Find the volume of iron required to construct an open box whose external dimensions are 36cm,25cm,and 16.5cm,provided that the thickness of the metal is 1.5cm.If1cm cube of iron weight 7.5g find the weight of the box.

outside volume
= 36(25)(16.5) cm^3
= 14850 cm^2

volume of inner part (the empty space)
= 33(22)(13.5) cm^2
= 9801 cm^3

volume of iron = 14850 - 9801
= 5049 cm^3

1 cm^3 weighs 7.5 kg
so weight of box = .....

External volume of box= (36*25*16.5)cm cube
= 14850 cm cube
Again,
Internal volume of box where,
Length= (36 - (1.5*2)) = (36-3) = 33 cm
Breadth= (25-(1.5*2)) = (25 - 3)= 22 cm
Height = (16.5 - (1.5 *2)) =(16.5 - 3) = 13.5 cm
then inner volume = (33*22*13.5) = 9801cm cube
Volume of iron = (14850 - 9801) = 5049cm cube
1cm cube weight 7.5 g ,then weight of 5049cm cube = 37867.5 g.-ANS.
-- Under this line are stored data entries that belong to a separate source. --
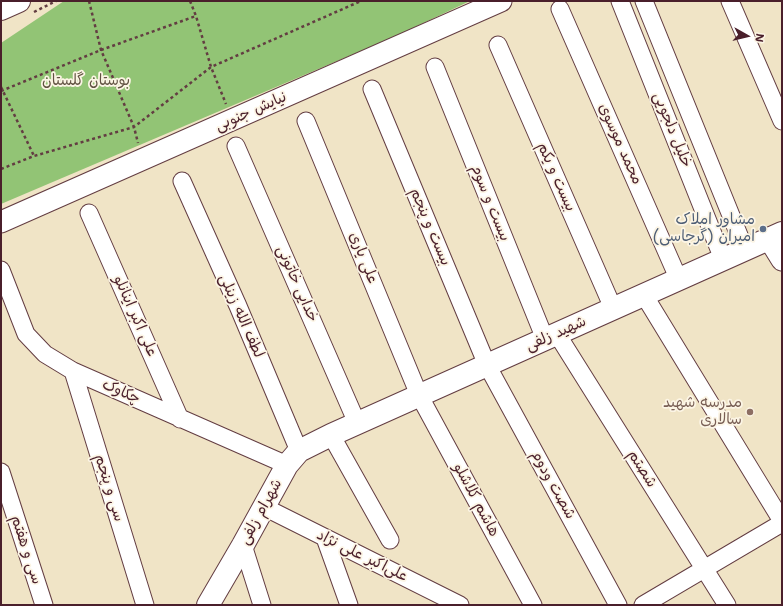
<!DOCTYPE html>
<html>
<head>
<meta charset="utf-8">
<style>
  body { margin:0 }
  #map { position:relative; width:783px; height:606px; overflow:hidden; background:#f0e4c6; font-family:"Shantell Sans",sans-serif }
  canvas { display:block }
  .frame { position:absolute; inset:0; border:2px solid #4a1f2b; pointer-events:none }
  .north { position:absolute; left:727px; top:16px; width:40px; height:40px; -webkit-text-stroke:3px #fcf5e5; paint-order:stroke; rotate:98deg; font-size:11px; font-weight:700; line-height:16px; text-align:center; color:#4a1f2b }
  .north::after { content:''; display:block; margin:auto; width:14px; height:18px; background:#4a1f2b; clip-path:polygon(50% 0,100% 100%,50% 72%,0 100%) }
</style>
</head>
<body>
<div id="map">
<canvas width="783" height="606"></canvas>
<div class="frame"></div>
<div class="north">N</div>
</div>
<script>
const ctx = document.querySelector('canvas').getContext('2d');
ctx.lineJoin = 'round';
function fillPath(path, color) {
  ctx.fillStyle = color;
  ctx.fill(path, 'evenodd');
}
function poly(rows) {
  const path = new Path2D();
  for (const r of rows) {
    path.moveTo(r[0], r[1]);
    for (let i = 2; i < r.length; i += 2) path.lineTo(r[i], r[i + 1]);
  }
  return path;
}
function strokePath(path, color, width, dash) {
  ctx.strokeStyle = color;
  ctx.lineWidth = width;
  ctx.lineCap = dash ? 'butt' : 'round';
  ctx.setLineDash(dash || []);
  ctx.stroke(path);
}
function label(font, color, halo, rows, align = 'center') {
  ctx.font = font + ' "Shantell Sans","Playpen Sans Arabic",sans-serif';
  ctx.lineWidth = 3.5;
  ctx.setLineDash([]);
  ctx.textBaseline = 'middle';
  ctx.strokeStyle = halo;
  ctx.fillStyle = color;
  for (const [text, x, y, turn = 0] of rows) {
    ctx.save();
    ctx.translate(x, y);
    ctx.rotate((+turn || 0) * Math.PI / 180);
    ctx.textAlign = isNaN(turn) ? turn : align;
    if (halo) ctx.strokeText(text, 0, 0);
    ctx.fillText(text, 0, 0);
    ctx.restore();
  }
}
fillPath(poly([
  [64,1,470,1,396,36,1,204,1,43]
]), '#92c475');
const minor = poly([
  [620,1,723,259],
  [644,1,745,250],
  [730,1,782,121],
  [560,9,679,280],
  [498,45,613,308],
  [435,67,545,339],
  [372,89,487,365,618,605],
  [306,121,419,395,533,605],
  [236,146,357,423],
  [182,181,238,306,299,451],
  [89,213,180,419],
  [1,270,26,334,45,354,73,371,287,465],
  [644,295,782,521],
  [557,334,727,605],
  [73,371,145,605],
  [331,435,390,540],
  [1,472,44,605],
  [264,507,460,605],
  [325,538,349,605],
  [243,545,262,605],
  [643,605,782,523]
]);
const tertiary = poly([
  [1,222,501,1],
  [769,239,782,260]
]);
const secondary = poly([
  [1,9,19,1],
  [208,605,243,545,287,465,299,451,331,435,782,233]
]);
strokePath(minor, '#633d42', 19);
strokePath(tertiary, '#633d42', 23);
strokePath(secondary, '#633d42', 24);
strokePath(poly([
  [89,1,101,50,134,127,138,143],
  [190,1,196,16,211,67,226,104],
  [34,12,56,1],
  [1,87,34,156],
  [1,91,101,50,196,16],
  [1,169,34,156,134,127,211,67,361,1]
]), '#633d42', 2.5, [3, 3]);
strokePath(minor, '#fff', 17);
strokePath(tertiary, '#fff', 21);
strokePath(secondary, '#fff', 22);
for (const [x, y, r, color] of [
  [763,229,4,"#5c6f8a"],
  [750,412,4,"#8d6e63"]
]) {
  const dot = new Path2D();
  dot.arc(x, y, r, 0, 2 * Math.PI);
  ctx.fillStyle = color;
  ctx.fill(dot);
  strokePath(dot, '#fcf5e5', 1.5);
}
label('15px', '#605141', '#fcf5e5', [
  ["بوستان گلستان",86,81]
]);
label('15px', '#4a1f2b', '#fcf5e5', [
  ["نیایش جنوبی",251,112,-24],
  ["خلیل دلجویی",672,130,68],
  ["محمد موسوی",620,144,66],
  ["بیست و یکم",556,177,66],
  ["بیست و سوم",490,203,68],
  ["بیست و پنجم",430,227,67],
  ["علی یاری",363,258,68],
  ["خدایی خاتونی",297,284,66],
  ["علی اکبر اینانلو",135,316,66],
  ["لطف الله زینلی",241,316,66],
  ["شهید زلفی",556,334,-24],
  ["چکاوک",121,392,24],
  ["شصتم",642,469,58],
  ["شصت ودوم",553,485,61],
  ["سی و پنجم",109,488,73],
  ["هاشم کلاشلو",476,500,62],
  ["شهرام زلفی",261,512,-61],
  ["سی و هفتم",26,550,72],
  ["علی‌اکبر علی نژاد",362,556,26]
]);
label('15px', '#4e5e75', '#fcf5e5', [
  ["مشاور املاک",755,220],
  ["امیران (گرجاسی)",755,237]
], 'right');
label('15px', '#785e54', '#fcf5e5', [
  ["مدرسه شهید",742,403],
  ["سالاری",742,420]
], 'right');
</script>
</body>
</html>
Math but iam a student of class8 in manav bharti national school - Shubham Raj from a, Thursday, January 5, 2017 at 9:56pm
External volume of box= (36*25*16.5)cm cube
= 14850 cm cube
Again,
Internal volume of box where,
Length= (36 - (1.5*2)) = (36-3) = 33 cm
Breadth= (25-(1.5*2)) = (25 - 3)= 22 cm
Height= (16.5 - 1.5) = 15 cm
Inner volume = ( 33*22*15) = 10890cm cube
Volume of iron = (14850 - 10890) = 3960 cm cube.
Weight of box = (3960 * 7.5)g = 29700g or (29700/1000) kg.